Austerity Saddle Tank – History

Our saddle tank was built by Robert Stephenson's Locomotive Works in 1943 and given the works number 7086/43 and as WD5050 was delivered to 154 Railway Operating Company at Long Marston on 24th April 1943 in khaki livery, in readiness for the D-Day landings.

In August 1944 it was moved to the Longmoor Military railway and renumbered 75050. In December of that year it was shipped to France and traveled in December of that year to the SNCB depot at Antwerp Dam. Utilised for local services over the next six months it was then transferred to 155 Railway Workshops Company in May for wheel turning, returning to Antwerp, but this time the ‘south’ sheds.
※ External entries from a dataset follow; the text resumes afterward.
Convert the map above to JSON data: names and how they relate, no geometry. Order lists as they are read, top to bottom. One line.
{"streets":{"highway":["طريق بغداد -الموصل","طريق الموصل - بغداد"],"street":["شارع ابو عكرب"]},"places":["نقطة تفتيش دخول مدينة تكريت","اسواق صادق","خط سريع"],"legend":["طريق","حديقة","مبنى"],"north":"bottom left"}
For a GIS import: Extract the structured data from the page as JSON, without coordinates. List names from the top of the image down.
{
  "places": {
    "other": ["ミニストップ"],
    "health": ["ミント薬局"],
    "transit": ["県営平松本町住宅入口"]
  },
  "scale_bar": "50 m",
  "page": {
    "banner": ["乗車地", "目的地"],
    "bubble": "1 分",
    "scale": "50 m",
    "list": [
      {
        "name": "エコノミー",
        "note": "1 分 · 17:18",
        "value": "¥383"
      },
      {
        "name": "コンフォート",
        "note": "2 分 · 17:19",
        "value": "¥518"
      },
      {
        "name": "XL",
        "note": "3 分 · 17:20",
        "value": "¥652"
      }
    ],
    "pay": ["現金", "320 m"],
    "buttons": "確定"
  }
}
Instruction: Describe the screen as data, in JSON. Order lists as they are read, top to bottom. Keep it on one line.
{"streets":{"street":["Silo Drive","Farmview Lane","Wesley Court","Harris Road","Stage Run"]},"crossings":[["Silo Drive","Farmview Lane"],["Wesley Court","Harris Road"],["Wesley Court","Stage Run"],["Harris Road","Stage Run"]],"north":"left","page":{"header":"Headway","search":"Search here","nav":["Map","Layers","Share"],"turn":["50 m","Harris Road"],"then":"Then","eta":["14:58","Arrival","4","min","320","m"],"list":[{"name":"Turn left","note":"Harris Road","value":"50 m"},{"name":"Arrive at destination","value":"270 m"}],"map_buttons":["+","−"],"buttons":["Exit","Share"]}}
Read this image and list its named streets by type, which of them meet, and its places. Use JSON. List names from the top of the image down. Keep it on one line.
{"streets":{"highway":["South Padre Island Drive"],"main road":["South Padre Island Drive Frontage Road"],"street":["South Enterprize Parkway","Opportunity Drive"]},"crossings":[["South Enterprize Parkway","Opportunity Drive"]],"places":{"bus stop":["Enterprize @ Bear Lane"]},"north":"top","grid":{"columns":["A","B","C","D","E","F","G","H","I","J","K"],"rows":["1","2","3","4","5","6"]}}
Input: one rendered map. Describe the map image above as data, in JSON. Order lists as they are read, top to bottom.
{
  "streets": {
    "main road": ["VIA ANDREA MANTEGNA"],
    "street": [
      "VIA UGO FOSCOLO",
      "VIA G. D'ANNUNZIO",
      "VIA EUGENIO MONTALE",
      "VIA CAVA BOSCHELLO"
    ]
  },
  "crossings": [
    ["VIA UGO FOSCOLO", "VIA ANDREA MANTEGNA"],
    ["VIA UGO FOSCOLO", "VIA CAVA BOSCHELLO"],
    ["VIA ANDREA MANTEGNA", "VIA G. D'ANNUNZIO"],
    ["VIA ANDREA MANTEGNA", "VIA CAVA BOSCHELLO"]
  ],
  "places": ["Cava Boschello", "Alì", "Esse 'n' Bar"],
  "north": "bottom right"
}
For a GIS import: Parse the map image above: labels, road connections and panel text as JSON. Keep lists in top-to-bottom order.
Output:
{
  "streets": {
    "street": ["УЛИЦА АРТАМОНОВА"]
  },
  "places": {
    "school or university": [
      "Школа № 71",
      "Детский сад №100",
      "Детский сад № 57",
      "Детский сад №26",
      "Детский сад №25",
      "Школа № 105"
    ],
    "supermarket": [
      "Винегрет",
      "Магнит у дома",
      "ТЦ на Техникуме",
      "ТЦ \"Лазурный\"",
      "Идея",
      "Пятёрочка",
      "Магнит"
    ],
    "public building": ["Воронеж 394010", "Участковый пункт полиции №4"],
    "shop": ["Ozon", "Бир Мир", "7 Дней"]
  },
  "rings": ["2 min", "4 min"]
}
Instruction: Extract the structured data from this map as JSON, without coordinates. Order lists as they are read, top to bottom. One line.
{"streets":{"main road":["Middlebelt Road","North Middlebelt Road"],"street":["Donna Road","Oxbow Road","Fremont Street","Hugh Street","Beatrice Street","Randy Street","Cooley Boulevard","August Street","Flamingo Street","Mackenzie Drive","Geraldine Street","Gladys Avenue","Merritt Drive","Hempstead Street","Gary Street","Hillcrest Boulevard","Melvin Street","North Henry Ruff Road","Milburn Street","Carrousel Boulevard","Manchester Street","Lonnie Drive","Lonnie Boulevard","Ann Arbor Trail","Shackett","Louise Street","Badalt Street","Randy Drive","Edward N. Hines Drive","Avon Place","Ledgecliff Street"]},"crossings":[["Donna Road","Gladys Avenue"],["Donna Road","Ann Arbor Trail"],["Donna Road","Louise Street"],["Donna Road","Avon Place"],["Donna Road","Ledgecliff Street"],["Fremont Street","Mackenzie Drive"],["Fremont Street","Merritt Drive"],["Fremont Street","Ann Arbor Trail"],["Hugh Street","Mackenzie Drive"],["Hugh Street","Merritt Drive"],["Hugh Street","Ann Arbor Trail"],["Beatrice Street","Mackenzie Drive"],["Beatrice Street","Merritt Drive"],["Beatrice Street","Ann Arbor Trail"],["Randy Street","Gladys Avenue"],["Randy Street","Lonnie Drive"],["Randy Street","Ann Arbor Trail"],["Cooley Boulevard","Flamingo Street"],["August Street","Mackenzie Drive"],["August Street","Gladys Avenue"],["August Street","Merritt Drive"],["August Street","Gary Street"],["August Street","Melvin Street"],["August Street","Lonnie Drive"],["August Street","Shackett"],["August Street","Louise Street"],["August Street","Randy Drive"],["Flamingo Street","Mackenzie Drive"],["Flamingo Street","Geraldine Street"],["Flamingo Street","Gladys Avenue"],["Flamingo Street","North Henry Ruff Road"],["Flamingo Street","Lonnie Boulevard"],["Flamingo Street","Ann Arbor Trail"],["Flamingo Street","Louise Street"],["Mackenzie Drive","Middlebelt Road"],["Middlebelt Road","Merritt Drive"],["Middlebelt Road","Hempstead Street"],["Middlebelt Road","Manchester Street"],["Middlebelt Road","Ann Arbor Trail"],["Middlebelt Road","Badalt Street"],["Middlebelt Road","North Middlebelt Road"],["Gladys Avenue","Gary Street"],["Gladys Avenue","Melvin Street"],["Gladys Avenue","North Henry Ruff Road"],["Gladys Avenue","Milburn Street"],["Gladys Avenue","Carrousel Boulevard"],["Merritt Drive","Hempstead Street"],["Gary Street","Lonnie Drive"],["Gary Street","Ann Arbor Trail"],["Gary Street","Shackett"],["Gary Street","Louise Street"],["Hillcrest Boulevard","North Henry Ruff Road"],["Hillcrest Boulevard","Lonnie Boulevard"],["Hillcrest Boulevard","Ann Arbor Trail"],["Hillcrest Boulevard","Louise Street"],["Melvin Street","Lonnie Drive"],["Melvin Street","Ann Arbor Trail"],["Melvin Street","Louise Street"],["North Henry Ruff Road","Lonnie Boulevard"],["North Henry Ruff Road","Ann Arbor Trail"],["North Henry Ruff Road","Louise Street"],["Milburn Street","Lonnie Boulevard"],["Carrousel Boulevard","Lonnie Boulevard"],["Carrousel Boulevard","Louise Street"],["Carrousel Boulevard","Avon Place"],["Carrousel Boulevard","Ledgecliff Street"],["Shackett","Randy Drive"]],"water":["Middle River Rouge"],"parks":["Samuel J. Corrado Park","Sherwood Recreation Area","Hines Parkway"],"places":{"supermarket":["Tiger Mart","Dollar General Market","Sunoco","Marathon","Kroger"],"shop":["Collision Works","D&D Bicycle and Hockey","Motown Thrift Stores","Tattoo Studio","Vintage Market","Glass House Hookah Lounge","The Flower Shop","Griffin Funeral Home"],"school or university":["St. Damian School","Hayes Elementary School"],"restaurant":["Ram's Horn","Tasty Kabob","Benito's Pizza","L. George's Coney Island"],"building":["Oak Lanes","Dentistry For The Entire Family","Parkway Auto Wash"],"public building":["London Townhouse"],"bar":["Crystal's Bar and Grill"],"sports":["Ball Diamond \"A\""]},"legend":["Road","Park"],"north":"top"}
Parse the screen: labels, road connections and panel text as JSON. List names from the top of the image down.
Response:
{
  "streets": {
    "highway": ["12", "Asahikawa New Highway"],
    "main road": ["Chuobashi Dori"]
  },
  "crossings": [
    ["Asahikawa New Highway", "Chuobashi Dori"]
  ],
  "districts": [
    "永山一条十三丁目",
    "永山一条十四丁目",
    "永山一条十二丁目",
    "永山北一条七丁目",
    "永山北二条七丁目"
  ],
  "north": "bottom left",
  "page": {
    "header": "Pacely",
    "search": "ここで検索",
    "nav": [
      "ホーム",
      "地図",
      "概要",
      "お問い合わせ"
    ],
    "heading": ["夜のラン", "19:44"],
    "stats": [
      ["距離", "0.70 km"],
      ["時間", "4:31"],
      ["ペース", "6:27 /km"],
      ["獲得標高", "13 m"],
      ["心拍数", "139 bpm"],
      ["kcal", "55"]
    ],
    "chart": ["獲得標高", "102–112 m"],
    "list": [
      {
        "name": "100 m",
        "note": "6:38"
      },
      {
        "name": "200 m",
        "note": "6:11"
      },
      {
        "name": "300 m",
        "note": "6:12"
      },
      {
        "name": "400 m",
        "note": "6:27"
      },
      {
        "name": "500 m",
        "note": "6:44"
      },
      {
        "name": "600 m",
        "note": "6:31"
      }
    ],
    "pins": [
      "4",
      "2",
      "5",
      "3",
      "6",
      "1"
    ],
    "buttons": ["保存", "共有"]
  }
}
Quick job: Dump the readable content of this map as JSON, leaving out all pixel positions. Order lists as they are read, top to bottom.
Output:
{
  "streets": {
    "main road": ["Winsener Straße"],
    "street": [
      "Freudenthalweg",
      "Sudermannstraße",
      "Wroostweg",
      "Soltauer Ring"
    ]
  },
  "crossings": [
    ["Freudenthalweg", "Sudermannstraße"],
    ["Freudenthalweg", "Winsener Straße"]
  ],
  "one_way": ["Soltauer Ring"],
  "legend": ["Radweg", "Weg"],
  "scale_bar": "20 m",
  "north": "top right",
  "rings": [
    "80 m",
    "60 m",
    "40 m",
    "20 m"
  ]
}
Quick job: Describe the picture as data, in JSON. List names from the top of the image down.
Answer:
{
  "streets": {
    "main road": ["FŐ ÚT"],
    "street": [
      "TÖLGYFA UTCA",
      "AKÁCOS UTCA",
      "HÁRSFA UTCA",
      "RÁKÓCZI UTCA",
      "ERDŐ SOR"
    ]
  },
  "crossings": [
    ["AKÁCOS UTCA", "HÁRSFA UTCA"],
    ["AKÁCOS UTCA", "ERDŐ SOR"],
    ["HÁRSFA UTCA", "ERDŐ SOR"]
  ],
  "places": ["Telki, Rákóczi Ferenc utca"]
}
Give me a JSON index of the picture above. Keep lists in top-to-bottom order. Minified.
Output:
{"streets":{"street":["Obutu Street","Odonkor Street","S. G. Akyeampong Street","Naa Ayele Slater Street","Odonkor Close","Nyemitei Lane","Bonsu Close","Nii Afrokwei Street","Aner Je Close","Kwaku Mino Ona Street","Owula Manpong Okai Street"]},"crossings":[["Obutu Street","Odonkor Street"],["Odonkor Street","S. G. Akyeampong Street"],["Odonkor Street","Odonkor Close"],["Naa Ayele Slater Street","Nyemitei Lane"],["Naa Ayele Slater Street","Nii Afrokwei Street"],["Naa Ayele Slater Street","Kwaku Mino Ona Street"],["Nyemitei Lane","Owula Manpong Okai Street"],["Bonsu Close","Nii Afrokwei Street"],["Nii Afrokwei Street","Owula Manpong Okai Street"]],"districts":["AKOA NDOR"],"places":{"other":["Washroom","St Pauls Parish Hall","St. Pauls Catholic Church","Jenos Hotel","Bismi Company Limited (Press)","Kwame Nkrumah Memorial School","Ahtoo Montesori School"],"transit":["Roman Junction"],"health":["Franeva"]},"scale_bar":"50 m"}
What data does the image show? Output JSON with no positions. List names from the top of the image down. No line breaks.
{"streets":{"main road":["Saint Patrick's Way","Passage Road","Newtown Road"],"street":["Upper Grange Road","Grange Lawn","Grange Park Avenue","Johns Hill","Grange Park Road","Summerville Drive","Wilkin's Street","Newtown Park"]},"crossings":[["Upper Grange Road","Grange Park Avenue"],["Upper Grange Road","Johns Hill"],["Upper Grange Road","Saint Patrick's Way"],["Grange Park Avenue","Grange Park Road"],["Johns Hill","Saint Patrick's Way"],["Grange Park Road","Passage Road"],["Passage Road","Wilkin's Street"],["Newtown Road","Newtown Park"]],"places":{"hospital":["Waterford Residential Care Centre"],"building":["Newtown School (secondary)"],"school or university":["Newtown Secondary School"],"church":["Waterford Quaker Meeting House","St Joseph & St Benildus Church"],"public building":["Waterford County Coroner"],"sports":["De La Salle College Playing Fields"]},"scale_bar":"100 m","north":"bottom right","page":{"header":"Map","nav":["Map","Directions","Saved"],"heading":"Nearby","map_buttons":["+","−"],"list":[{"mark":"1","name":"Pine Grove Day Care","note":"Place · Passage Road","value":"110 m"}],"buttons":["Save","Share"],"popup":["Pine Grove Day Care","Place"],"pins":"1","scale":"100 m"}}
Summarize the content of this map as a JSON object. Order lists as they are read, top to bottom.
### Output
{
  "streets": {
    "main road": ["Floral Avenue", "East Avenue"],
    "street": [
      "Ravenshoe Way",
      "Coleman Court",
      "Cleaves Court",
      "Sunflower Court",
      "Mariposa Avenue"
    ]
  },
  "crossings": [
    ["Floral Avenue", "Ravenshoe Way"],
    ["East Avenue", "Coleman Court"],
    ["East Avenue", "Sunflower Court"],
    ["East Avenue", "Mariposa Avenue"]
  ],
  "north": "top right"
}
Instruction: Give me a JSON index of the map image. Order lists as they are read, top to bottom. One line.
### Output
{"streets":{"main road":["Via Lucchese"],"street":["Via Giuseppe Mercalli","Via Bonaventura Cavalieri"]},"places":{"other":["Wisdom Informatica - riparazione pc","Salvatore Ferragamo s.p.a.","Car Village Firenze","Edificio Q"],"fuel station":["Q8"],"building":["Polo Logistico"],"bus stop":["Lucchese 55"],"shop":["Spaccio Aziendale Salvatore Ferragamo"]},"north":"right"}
On 19th February 1946 it was returned to the UK and was bought by Doncaster Amalgamated Colliery Ltd. It remained there, or close by, for 24 years bearing the number 35 for most of the time until it was moved to Askern Main colliery in 1970. In the early 1960's it was fitted with a Gas Producer firebox and a Kylpor exhaust. For the next six years it saw little use being kept as a spare engine. It was repainted in dark green livery in the mid Seventies and eventually sold to the Titanic Steamship Company in 1976, who sold it on to the Kent & East Sussex Railway in 1979. It was renumbered 27 and put on static display, firstly in red and latterly in Royal Blue.

Austerity Saddle Tank

No. 27, on display at Tenterden Station, Kent and East Sussex Railway. The unusual chimney is in fact a dummy, made of fibre glass!

The K&ESR's other commitments meant that it was put at the back of the overhaul queue and it was finally sold to a private purchaser in 1995 and transferred to the Midland Railway Centre, Swanwick.